Emotional health Offer cognitive therapy and support group to avoid additional medications unless required
Nutrition Develop nutritional plan before transplant included preferred supplements if used.
Medications Reduce unnecessary medications. Re-evaluate days 30 to 100 post-transplant.
Other Infection mitigation plan for grandchildren, evaluate remote drug allergies (eg, penicillin allergy in childhood), more frequent follow-up, smooth survivorship transition from transplant center.

Specific interventions

Randomized transplant studies of exercise during and after transplant have shown only modest benefits, and data were primarily derived in younger adults at lower risk of functional disability [88]. Structured exercise may be preferred over low intensity education based on the reduction in disability in nontransplant older adults [89]. Starting before transplant (prehabilitation) will likely maximize yield, although extended time for prehabilitation in AML patients may not be feasible. The conditioning regimen of transplant may still be an opportunity to gain strength and endurance and can be combined with prehabilitation. Medication avoidance can follow the updated Beers criteria and requires diligence [90].

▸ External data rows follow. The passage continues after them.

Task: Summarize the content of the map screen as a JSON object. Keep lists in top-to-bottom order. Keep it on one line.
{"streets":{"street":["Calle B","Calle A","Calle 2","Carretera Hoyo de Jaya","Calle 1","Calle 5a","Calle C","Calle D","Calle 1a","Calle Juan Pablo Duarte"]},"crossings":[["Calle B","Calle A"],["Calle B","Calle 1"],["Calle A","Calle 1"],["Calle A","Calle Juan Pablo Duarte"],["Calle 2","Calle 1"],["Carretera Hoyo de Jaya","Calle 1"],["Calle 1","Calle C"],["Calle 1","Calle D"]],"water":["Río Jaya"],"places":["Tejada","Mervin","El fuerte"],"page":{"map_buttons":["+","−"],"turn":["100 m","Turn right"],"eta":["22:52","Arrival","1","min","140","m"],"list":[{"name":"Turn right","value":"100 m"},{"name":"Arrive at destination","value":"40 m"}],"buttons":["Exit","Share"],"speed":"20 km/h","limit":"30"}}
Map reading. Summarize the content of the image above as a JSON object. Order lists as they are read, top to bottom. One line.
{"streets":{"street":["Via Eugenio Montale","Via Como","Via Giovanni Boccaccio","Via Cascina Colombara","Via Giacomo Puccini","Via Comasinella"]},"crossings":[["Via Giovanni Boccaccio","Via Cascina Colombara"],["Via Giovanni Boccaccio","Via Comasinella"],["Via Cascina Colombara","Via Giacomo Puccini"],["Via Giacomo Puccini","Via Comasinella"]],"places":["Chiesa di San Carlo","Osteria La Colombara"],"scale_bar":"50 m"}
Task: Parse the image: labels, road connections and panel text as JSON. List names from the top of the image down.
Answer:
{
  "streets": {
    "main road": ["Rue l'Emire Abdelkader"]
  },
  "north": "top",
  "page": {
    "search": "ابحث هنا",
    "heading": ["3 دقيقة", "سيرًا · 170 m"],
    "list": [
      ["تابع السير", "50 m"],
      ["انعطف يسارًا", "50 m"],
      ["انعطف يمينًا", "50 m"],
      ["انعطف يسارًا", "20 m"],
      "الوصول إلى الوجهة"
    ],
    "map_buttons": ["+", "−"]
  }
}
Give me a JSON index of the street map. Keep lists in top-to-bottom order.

Augmented social support can facilitate patient monitoring, compliance, and optimization across domains. Older adults often rely on older spouses or siblings who may have their own health issues. A family meeting of all potential caregivers may combat patient reluctance to enlist children or other social support. We routinely request a backup care-giver in case the primary caregiver becomes ill and inquire about the health of the primary caregiver. During anticipated cytopenia and toxicities from conditioning therapy (when such a regimen is used), a fortified caregiver presence (ie, 24/7 available) is a consideration.

GA-guided interventions

Based on the GA, specific vulnerabilities often emerge for which individualized therapy can be directed often by nonphysician team members (eg, dietician, physical therapist, social worker). For example, dentures may prompt regular dietician input and modified nutritional recommendations. Subtle or mild cognitive impairment justifies greater attention to medication avoidance, focus on sleep hygiene, and consideration of serial monitoring for delirium (including caregiver education) when hospitalized and/or geriatrics consultation. Weakness in a specific arm may guide placement of central venous catheters, modified exercises, initiation of an assist device (eg, cane, walker), and special instructions on rising from a bed or chair.

Timing

Time to transplant may be 1 of the most modifiable factors and a key reason to characterize fitness for transplant. The high rates of relapse and short disease-free survival in older adults justify moving quickly to allogeneic transplant for appropriate candidates. A common clinical dilemma for the vulnerable older AML patient is the tendency toward a sluggish pursuit of transplant because of uncertainty about the harms and benefits of transplant. Here, the decision-making process for transplant may be as important as the criteria used [91,92].

Future Directions

Transplant studies must ensure adequate representation of older adults and compare results with nontransplanted treatment strategies. Large prospective studies incorporating multidimensional tools such as GAs are required to better inform transplant candidacy. Finally, optimization strategies should be tested to reduce transplant-associated morbidity and perhaps extend transplant to older and more vulnerable AML patients.

Footnotes

Financial disclosure: The authors have nothing to disclose.

Conflict of interest statement: There are no conflicts of interest to report.